▶ _Task details_:
In the entries below, find the lines that include "Edge" and give their number as the whole reply.

▶ _Extracted information_:
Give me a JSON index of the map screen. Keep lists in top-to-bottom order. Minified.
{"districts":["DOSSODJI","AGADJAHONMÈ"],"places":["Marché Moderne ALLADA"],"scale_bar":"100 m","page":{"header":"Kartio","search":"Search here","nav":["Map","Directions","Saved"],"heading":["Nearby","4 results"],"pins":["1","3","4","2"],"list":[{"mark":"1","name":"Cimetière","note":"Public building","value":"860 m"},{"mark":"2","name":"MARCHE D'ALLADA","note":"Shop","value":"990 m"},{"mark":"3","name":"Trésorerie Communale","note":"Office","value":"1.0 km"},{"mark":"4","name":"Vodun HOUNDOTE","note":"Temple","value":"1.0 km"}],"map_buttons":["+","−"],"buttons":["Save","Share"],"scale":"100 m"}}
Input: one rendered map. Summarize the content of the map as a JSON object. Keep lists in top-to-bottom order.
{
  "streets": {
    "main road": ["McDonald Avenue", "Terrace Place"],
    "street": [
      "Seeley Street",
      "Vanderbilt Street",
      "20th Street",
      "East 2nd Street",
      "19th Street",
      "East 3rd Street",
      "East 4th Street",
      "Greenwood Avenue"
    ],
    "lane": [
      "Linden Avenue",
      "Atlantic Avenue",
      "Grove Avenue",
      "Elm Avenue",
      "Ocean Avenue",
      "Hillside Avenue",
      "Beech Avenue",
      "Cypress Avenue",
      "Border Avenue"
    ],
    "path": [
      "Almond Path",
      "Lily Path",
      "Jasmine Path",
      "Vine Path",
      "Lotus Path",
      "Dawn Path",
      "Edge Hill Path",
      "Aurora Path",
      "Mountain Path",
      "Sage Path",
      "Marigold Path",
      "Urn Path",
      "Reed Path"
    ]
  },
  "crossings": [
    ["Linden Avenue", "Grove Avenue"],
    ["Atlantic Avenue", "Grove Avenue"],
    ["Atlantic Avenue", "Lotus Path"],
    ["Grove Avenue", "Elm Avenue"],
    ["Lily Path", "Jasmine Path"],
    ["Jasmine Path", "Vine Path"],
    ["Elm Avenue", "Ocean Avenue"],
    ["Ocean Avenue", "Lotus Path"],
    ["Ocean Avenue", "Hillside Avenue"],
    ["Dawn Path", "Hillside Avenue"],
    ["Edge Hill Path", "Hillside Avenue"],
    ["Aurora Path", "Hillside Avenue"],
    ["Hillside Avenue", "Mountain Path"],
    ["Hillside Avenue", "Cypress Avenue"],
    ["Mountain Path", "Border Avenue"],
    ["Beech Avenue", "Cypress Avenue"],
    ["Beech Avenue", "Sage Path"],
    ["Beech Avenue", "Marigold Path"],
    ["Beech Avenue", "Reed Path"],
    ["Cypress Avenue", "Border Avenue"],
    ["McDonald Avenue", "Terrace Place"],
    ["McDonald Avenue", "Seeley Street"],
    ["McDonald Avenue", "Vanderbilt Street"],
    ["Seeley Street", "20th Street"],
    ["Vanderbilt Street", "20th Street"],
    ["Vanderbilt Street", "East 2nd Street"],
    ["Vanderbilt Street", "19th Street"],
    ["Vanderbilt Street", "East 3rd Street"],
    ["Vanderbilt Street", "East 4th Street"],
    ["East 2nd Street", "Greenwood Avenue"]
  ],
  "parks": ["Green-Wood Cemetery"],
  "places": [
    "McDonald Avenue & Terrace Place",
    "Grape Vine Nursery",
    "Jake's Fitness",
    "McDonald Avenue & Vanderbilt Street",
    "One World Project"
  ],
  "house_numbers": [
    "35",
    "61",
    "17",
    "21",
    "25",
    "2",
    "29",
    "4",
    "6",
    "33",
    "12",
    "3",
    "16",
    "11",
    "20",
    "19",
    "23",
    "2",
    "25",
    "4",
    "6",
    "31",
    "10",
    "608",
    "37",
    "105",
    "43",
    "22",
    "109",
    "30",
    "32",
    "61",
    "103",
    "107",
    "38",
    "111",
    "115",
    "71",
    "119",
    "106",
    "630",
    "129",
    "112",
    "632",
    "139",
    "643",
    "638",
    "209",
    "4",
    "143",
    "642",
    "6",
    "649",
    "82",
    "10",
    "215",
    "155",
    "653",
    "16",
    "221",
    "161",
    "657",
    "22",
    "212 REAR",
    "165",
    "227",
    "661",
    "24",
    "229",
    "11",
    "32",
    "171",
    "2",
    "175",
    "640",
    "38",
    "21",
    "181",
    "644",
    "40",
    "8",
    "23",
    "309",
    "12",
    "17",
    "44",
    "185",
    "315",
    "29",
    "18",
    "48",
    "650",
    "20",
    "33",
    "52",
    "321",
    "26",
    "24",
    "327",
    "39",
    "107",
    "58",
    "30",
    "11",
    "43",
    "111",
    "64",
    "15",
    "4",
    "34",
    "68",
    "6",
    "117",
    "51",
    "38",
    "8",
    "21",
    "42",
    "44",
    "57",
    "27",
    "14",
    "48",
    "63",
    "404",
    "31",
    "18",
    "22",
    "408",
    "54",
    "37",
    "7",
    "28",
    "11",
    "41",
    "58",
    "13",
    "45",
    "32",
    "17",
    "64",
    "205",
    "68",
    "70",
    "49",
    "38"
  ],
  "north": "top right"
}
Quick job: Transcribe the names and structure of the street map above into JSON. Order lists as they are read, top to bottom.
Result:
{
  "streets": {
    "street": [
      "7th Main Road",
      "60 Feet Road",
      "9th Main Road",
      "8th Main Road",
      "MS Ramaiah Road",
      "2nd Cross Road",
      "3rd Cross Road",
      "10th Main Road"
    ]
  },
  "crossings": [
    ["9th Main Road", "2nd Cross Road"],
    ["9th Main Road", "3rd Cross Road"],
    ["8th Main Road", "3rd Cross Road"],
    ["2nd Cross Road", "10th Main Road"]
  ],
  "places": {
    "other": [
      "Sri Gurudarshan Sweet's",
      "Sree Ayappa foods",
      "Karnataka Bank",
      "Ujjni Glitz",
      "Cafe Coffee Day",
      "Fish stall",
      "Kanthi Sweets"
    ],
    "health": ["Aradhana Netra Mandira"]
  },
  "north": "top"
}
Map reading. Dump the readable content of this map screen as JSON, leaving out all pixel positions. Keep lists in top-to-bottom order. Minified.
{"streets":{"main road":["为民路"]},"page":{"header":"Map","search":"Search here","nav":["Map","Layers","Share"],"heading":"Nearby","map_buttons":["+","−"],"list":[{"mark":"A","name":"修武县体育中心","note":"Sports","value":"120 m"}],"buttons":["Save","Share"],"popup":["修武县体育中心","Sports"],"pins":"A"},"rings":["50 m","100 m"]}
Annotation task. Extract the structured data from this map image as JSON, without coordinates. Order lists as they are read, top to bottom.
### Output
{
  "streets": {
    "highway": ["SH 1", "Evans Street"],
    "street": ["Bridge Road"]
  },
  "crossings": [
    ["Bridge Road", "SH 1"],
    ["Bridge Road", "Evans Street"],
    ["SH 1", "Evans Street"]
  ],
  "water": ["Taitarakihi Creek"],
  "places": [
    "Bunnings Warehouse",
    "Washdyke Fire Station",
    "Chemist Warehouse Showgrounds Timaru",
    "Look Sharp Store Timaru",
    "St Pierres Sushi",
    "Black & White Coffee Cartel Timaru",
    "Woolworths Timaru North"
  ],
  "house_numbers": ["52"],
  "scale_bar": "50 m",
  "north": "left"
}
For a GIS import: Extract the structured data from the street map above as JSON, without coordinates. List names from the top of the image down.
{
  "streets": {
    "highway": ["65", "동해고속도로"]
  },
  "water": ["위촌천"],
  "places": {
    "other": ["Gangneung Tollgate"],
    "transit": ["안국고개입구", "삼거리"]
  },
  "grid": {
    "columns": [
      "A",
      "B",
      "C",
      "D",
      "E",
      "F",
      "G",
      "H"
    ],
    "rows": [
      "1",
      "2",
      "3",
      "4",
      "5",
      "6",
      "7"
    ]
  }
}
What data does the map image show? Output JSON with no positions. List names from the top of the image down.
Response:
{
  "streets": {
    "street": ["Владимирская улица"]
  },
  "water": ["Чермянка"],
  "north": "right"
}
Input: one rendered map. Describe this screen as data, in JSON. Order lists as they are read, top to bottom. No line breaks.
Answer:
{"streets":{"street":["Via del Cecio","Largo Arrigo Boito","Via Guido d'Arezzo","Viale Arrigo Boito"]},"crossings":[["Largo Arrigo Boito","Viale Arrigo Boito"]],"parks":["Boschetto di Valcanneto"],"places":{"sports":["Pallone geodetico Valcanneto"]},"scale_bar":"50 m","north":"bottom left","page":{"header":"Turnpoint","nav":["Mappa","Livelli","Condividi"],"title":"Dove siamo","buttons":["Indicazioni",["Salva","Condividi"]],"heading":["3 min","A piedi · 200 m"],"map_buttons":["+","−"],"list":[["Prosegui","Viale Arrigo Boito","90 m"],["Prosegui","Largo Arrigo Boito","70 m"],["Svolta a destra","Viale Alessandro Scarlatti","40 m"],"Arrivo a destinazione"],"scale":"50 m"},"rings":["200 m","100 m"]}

▶ _Task result_:
2